[Collected data]

□ □ □ □ □ □ □

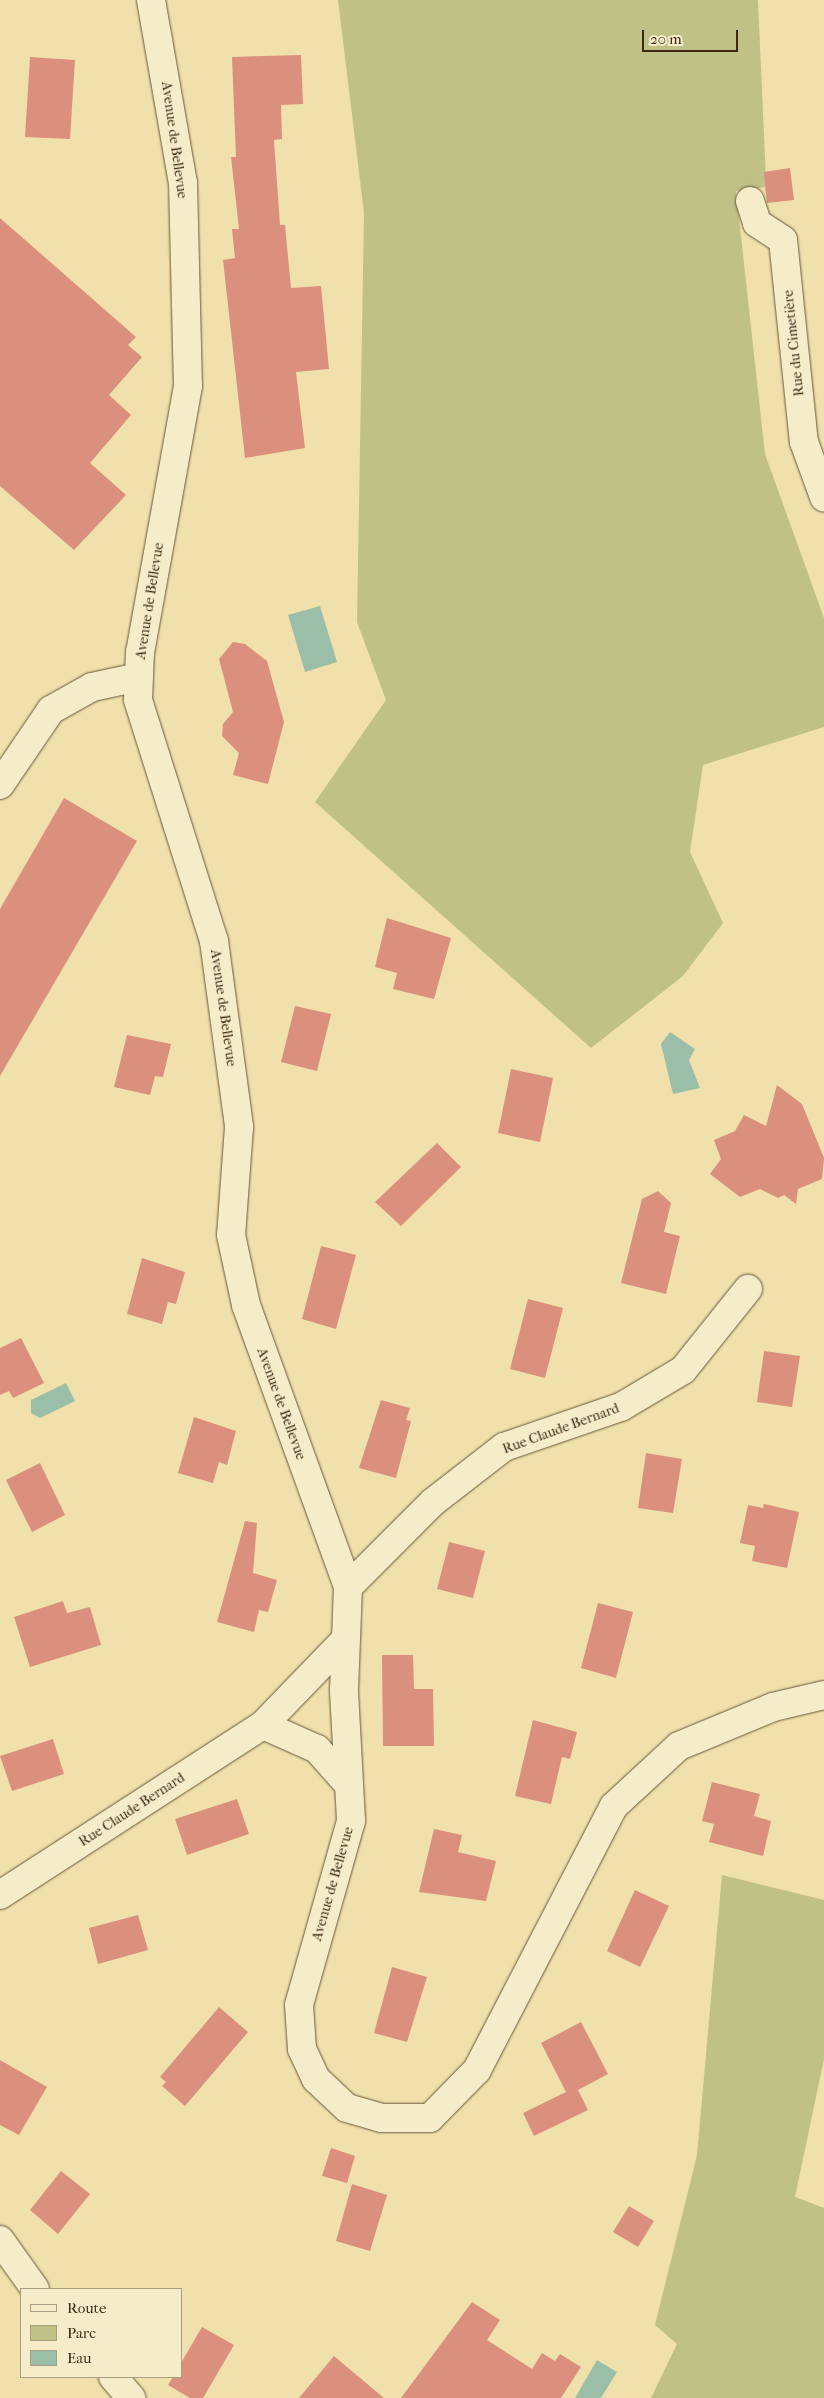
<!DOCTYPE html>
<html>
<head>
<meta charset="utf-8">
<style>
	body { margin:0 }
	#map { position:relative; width:824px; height:2398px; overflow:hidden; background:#f0e1ac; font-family:"IM FELL French Canon",serif }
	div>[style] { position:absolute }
	.green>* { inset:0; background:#bfc186 }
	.water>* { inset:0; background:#9abea7 }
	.building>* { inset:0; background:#da907c }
	.roads { filter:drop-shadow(0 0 1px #68563b) drop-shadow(0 0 1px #68563b) }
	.minor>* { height:28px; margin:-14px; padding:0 14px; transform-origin:14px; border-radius:14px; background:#f5ecc9 }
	span { translate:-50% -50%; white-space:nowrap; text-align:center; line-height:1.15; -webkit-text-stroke:4px #f5ecc9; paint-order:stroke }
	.street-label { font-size:14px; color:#3b2715 }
	.legend { position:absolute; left:20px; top:2288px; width:162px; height:90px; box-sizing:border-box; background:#f5ecc9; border:1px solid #ab9d81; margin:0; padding:6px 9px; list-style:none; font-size:15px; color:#3b2715 }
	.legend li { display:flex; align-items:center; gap:10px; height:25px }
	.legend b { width:25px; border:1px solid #ab9d81 }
	.scale { position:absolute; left:642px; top:30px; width:96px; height:22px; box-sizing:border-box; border:2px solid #3b2715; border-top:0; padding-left:6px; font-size:15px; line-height:18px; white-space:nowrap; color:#3b2715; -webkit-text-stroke:4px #f5ecc9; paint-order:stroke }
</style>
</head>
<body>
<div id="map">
	<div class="green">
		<i style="clip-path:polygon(338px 0,758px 0,767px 203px,765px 187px,736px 191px,765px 454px,824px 618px,824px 727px,703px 765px,690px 852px,723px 923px,683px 976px,591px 1048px,315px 802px,386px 700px,357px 622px,364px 213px)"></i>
		<i style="clip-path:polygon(722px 1875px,824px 1900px,824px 2059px,795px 2197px,824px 2208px,824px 2398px,651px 2398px,677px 2344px,655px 2325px,697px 2155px)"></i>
	</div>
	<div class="water">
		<i style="clip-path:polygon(320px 606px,337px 662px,305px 672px,288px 615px)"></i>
		<i style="clip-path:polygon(670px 1032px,695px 1049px,689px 1060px,700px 1088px,673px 1094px,661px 1044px)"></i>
		<i style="clip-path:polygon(66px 1383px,75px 1401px,40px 1418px,31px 1413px,31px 1400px)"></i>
		<i style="clip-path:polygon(597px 2360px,617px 2372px,601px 2398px,575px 2398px)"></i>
	</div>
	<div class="building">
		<i style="clip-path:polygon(301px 55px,303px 104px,281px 105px,282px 139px,274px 140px,280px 225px,285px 225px,291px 288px,321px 286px,329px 369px,296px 372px,305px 448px,245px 458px,223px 260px,235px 258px,232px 229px,239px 229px,231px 157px,236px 157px,232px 57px)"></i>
		<i style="clip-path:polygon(30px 57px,75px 60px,70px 139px,25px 137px)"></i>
		<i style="clip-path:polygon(790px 168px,794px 200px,767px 203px,764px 172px)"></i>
		<i style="clip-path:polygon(0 218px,136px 337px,128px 345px,142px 357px,109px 395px,131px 415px,90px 463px,126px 495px,74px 550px,0 486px)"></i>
		<i style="clip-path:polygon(233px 642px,245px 644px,267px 661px,284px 722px,268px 784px,233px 775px,239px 753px,222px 736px,223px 724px,233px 712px,219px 659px)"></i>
		<i style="clip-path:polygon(64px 798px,137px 841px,0 1076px,0 909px)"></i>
		<i style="clip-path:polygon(387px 918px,451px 938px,434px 999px,393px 989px,397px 973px,375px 967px)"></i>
		<i style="clip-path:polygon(295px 1006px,331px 1014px,317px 1071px,281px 1062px)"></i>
		<i style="clip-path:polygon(127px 1035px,171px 1044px,163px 1077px,155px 1076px,150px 1095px,114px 1087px)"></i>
		<i style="clip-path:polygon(511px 1069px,553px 1078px,540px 1142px,498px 1133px)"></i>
		<i style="clip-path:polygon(777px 1085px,802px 1104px,824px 1158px,822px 1179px,798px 1189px,796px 1204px,784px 1195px,778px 1198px,760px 1189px,740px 1197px,710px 1174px,721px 1159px,714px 1140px,735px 1131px,744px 1115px,766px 1126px)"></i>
		<i style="clip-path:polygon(437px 1143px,461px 1167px,401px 1226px,375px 1202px)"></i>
		<i style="clip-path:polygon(658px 1191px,671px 1203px,664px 1232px,680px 1236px,666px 1294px,621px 1283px,642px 1199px)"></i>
		<i style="clip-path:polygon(321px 1246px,356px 1255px,336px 1329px,302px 1319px)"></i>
		<i style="clip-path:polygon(142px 1258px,185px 1272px,176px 1304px,168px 1302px,162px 1324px,127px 1314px)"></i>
		<i style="clip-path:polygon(528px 1299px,563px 1308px,545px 1378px,510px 1369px)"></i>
		<i style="clip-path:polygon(21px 1338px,44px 1383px,13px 1398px,9px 1391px,0 1395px,0 1348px)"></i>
		<i style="clip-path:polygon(764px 1351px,800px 1356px,792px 1407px,757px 1402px)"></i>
		<i style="clip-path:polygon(381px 1400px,410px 1408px,406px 1420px,411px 1421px,396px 1478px,359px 1468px)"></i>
		<i style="clip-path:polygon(194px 1417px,236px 1431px,227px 1465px,219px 1462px,213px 1483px,178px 1473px)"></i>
		<i style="clip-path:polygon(646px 1453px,682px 1459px,673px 1513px,638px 1508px)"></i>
		<i style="clip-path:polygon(40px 1463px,65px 1515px,32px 1532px,6px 1480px)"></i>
		<i style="clip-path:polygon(764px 1504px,799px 1512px,787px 1568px,752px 1561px,755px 1546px,740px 1543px,748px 1505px,763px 1508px)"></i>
		<i style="clip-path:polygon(245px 1521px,257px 1523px,253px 1573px,277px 1580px,268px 1612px,259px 1610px,254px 1632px,217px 1622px)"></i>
		<i style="clip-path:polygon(449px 1542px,485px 1551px,473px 1598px,437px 1589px)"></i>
		<i style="clip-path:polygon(63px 1601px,67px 1613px,90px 1607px,101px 1645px,30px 1667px,14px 1617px)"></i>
		<i style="clip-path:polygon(598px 1603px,633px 1612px,616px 1678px,581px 1668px)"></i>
		<i style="clip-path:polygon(382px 1655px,413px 1655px,414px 1689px,433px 1689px,434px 1746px,383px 1746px)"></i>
		<i style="clip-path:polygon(533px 1720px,577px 1732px,570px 1759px,562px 1757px,551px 1804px,515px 1796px)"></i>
		<i style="clip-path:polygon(53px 1739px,64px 1774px,12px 1791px,0 1756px)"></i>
		<i style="clip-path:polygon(712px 1782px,760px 1794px,754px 1816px,771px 1821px,763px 1856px,709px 1842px,714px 1824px,702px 1821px)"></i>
		<i style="clip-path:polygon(237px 1799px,249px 1834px,187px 1855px,175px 1819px)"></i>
		<i style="clip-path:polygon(434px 1829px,462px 1835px,458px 1852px,496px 1861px,486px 1901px,419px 1892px)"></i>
		<i style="clip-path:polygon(635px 1890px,669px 1906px,640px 1967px,607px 1951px)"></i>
		<i style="clip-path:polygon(138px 1915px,148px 1950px,98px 1964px,89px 1928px)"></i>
		<i style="clip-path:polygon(392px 1967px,427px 1977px,407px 2042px,374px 2033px)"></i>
		<i style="clip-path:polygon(219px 2007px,248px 2032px,185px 2106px,162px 2086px,166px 2082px,160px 2077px)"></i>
		<i style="clip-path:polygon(581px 2022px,608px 2074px,578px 2090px,588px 2110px,534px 2136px,523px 2113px,566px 2092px,541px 2043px)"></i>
		<i style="clip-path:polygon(0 2060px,47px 2087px,19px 2135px,0 2125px)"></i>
		<i style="clip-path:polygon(331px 2148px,355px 2156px,347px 2183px,322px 2176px)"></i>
		<i style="clip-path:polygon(61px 2171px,90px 2194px,58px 2234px,30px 2210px)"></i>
		<i style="clip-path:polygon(352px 2184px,387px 2195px,370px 2251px,336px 2241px)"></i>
		<i style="clip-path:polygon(629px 2206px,654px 2221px,638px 2247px,613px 2232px)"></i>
		<i style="clip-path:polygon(472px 2302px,500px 2320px,487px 2340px,532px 2369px,542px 2353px,555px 2361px,560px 2354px,581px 2367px,561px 2398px,401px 2398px)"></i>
		<i style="clip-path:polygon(202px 2327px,234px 2345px,203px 2398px,190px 2398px,168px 2385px,173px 2377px,181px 2377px,181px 2363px)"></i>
		<i style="clip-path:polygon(334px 2356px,347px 2367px,384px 2398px,299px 2398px)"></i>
	</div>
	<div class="roads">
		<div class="minor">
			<i style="left:151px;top:0;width:186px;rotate:80.1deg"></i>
			<i style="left:183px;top:183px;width:203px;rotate:88.6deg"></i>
			<i style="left:188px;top:386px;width:270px;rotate:100.2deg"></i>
			<i style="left:140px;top:652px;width:48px;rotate:92.4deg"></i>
			<i style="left:138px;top:700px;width:253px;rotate:72.5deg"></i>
			<i style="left:214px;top:941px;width:188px;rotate:82.3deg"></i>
			<i style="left:239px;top:1127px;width:108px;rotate:94.2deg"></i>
			<i style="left:231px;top:1235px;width:72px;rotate:77.9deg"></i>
			<i style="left:246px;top:1305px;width:300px;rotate:70.1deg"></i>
			<i style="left:348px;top:1587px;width:104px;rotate:92.2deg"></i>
			<i style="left:344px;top:1691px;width:130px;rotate:86.9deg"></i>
			<i style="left:351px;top:1821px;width:191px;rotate:105.8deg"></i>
			<i style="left:299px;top:2005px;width:44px;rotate:86.1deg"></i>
			<i style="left:302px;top:2049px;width:33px;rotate:65deg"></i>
			<i style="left:316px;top:2079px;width:42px;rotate:43.1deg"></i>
			<i style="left:347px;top:2108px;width:36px;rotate:16deg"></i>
			<i style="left:382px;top:2118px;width:48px"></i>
			<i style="left:430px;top:2118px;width:67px;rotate:-45.6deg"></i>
			<i style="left:477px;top:2070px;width:297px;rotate:-62.6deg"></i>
			<i style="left:614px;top:1806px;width:88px;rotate:-42.7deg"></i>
			<i style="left:679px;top:1746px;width:102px;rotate:-22.5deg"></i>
			<i style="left:773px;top:1707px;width:52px;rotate:-13.2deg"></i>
			<i style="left:750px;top:201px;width:23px;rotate:72deg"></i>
			<i style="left:757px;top:223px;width:31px;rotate:33deg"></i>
			<i style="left:783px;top:240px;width:203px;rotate:84.1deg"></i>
			<i style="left:804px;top:442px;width:59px;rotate:70deg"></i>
			<i style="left:0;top:785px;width:91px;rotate:-55.8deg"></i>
			<i style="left:51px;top:710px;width:47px;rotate:-29.3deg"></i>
			<i style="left:92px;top:687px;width:48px;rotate:-12deg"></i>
			<i style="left:348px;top:1587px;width:120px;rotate:-45deg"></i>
			<i style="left:433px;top:1502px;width:90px;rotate:-37.8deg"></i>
			<i style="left:504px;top:1447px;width:124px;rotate:-18.9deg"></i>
			<i style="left:621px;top:1407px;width:72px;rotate:-30.8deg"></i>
			<i style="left:683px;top:1370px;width:104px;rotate:-51.3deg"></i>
			<i style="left:263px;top:1725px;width:59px;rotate:24deg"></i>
			<i style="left:317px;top:1749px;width:48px;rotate:48.4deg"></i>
			<i style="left:0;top:1895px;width:313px;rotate:-32.9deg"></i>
			<i style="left:263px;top:1725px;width:118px;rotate:-46deg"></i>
			<i style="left:0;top:2240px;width:60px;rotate:54.5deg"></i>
			<i style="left:113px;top:2377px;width:28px;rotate:49deg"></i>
		</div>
	</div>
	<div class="street-label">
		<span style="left:174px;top:140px;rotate:82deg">Avenue de Bellevue</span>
		<span style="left:794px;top:343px;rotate:-96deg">Rue du Cimetière</span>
		<span style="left:150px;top:601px;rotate:-81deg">Avenue de Bellevue</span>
		<span style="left:223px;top:1008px;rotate:82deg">Avenue de Bellevue</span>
		<span style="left:281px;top:1404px;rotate:70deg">Avenue de Bellevue</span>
		<span style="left:561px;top:1429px;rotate:-20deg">Rue Claude Bernard</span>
		<span style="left:132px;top:1810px;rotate:-33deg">Rue Claude Bernard</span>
		<span style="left:333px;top:1884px;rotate:-74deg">Avenue de Bellevue</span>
	</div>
	<ul class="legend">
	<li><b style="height:6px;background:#f5ecc9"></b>Route</li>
	<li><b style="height:14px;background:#bfc186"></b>Parc</li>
	<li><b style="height:14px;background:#9abea7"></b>Eau</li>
	</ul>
	<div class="scale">20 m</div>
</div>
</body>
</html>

□ □ □ □ □ □ □

What to work on:
In the answer, give only the lines from the top of the data above through the line with "translate:-50% -50%; white-space:nowrap;", reproduced exactly; no picture may appear.

Answer box:
<!DOCTYPE html>
<html>
<head>
<meta charset="utf-8">
<style>
	body { margin:0 }
	#map { position:relative; width:824px; height:2398px; overflow:hidden; background:#f0e1ac; font-family:"IM FELL French Canon",serif }
	div>[style] { position:absolute }
	.green>* { inset:0; background:#bfc186 }
	.water>* { inset:0; background:#9abea7 }
	.building>* { inset:0; background:#da907c }
	.roads { filter:drop-shadow(0 0 1px #68563b) drop-shadow(0 0 1px #68563b) }
	.minor>* { height:28px; margin:-14px; padding:0 14px; transform-origin:14px; border-radius:14px; background:#f5ecc9 }
	span { translate:-50% -50%; white-space:nowrap; text-align:center; line-height:1.15; -webkit-text-stroke:4px #f5ecc9; paint-order:stroke }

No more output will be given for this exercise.